__Stored records__:
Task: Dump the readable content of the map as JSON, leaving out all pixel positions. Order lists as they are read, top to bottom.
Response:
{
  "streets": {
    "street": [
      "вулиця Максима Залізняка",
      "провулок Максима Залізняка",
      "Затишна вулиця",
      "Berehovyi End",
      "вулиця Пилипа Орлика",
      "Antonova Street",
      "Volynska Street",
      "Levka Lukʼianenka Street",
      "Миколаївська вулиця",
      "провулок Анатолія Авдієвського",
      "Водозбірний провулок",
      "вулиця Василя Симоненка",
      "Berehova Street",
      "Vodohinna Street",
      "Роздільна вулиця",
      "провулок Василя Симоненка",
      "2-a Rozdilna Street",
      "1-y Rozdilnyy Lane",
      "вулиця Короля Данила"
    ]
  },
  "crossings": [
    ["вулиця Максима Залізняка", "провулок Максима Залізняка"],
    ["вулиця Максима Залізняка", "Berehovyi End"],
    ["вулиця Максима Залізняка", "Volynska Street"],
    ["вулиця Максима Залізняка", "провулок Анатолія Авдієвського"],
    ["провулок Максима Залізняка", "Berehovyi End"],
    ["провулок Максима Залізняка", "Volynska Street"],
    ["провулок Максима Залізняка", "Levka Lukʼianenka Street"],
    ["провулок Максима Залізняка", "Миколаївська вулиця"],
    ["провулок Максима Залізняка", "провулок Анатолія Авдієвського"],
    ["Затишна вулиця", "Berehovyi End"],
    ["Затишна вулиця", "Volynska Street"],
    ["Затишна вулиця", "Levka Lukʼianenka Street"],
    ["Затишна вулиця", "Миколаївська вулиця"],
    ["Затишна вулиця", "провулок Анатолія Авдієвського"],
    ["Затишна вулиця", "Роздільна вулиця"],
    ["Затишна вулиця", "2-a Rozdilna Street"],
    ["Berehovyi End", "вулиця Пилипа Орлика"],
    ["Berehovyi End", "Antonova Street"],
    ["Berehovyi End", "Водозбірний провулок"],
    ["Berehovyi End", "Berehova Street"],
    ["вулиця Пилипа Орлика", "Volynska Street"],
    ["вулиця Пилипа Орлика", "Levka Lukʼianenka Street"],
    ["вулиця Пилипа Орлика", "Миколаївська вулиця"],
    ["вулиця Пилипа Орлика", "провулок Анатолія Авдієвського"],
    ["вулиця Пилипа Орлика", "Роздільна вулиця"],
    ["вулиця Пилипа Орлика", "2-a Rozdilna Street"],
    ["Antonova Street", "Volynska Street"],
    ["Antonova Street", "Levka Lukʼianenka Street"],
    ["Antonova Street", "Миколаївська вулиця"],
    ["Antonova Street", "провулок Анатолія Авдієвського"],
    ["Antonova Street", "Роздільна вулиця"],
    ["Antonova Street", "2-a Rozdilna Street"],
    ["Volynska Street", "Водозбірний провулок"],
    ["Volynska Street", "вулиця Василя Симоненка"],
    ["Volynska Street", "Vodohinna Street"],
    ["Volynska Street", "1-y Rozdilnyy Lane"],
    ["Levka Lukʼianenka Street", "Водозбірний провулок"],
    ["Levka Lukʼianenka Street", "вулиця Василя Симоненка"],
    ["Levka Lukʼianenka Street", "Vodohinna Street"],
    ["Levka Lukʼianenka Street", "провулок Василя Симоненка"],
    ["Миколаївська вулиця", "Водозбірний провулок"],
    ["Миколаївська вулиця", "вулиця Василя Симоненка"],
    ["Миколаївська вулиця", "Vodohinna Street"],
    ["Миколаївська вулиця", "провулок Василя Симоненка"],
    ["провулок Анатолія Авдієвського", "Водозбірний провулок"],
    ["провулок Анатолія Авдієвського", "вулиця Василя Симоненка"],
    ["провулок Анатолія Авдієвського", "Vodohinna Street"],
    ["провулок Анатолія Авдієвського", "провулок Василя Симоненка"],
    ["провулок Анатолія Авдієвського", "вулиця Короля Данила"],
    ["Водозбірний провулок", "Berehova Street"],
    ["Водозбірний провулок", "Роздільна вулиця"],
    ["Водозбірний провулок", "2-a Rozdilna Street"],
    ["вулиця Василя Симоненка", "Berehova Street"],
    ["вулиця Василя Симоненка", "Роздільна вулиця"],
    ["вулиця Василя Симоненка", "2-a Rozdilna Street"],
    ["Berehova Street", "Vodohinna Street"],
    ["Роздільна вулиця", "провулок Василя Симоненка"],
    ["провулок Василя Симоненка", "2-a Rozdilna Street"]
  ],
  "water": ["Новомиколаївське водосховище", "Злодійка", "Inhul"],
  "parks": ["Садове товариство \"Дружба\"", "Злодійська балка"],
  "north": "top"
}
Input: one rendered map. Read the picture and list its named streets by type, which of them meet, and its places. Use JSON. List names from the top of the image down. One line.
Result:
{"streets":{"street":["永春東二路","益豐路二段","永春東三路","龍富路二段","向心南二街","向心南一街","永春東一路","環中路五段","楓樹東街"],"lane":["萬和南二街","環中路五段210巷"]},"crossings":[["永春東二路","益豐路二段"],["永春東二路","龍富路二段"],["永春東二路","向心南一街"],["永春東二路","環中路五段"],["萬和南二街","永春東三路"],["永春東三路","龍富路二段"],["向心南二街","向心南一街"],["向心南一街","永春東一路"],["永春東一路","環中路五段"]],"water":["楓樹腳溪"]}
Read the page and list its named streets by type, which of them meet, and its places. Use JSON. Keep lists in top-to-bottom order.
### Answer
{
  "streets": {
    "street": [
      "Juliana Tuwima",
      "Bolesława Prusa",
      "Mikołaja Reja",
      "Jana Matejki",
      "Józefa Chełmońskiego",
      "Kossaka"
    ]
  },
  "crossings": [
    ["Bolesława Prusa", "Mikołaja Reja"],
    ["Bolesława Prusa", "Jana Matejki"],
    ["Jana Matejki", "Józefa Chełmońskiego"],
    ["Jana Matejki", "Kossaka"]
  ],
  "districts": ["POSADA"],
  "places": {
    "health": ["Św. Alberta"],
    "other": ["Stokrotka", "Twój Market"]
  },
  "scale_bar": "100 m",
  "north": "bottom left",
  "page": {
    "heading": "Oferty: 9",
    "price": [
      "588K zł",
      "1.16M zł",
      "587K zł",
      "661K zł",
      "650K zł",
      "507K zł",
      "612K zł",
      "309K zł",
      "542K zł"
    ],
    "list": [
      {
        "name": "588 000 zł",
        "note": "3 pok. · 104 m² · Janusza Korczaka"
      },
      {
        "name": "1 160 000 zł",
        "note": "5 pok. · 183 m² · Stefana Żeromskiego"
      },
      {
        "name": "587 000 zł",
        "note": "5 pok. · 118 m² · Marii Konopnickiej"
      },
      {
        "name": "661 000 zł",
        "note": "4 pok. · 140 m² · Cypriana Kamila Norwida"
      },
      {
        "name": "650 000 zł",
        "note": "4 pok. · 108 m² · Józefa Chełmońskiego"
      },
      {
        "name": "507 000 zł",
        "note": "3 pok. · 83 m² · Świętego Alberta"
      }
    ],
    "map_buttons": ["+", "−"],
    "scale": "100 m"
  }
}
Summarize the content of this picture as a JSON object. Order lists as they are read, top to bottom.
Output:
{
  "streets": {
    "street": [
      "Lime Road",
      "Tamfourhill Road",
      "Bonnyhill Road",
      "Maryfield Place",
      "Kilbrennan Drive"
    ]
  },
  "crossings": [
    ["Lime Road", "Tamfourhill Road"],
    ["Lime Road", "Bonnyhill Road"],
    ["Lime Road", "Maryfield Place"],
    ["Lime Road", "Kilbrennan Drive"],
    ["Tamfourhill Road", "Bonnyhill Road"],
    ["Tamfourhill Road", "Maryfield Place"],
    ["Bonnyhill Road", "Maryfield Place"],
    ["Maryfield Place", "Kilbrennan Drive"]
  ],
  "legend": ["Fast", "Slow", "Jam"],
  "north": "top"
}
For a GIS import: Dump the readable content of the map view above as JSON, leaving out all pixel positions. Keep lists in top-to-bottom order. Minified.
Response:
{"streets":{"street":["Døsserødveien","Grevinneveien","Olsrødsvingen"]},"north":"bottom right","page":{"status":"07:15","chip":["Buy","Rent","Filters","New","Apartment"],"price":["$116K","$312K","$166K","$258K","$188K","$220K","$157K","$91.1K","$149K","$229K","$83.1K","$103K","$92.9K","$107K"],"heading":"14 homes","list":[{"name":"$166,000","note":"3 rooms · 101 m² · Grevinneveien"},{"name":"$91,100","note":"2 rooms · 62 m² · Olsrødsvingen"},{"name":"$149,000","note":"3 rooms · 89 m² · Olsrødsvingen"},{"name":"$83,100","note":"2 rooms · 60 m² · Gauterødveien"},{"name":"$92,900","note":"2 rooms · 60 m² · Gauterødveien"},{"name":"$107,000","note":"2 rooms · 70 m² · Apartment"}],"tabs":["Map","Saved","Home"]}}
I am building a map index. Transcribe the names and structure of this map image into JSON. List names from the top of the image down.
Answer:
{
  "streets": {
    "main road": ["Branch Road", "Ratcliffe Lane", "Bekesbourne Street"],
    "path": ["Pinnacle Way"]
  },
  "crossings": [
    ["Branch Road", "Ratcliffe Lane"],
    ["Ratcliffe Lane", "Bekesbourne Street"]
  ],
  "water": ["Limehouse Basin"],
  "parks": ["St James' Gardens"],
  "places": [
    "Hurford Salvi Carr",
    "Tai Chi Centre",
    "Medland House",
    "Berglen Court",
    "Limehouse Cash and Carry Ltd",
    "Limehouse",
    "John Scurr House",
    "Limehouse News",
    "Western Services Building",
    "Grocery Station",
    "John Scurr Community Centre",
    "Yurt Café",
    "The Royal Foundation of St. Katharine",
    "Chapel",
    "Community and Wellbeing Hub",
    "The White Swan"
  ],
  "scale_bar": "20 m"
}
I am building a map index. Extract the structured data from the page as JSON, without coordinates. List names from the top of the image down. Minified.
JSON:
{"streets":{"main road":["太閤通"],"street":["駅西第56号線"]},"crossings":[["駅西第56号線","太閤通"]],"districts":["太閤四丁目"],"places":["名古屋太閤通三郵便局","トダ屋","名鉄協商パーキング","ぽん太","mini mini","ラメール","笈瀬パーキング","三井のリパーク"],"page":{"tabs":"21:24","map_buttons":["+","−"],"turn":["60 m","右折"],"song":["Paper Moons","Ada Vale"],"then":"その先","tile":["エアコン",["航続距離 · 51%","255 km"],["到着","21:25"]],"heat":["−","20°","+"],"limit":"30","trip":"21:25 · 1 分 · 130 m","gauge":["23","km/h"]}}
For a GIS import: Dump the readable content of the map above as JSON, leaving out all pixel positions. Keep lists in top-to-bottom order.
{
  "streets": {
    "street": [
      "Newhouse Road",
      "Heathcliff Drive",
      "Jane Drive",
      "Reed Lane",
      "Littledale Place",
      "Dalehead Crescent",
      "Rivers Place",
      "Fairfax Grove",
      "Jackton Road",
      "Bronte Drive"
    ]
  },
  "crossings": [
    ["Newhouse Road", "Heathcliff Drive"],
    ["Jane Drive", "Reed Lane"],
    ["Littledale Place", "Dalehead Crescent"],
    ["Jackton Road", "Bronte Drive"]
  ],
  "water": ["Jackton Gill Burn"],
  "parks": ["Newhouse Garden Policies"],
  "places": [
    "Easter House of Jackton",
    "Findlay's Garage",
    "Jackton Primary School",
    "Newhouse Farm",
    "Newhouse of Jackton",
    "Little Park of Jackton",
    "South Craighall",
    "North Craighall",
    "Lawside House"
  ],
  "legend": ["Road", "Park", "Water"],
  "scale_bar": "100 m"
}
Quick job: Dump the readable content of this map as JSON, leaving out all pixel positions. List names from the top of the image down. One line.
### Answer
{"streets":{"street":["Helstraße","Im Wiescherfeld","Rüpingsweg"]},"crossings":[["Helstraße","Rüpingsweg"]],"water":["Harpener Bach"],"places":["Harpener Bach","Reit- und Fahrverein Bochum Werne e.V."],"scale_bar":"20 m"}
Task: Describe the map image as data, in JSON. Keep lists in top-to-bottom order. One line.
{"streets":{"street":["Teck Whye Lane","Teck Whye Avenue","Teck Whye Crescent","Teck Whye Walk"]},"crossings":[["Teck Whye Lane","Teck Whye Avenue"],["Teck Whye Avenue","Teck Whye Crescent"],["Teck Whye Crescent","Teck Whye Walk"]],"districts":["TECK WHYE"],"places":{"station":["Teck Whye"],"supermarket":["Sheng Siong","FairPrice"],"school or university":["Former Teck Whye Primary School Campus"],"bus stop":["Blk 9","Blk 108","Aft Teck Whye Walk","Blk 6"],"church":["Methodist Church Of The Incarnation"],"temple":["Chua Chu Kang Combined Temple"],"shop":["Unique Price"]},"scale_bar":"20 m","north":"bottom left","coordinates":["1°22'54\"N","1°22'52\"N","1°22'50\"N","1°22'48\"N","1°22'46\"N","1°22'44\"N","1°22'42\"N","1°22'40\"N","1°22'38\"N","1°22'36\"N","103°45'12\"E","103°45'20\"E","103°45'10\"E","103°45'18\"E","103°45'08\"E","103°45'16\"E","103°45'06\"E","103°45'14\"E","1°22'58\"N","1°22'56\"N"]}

__THE TASK__: Work out how many lines in the entries contain the string "Максима", then reply with that number and nothing more.

__SOLUTION FOR THIS EXERCISE__: 11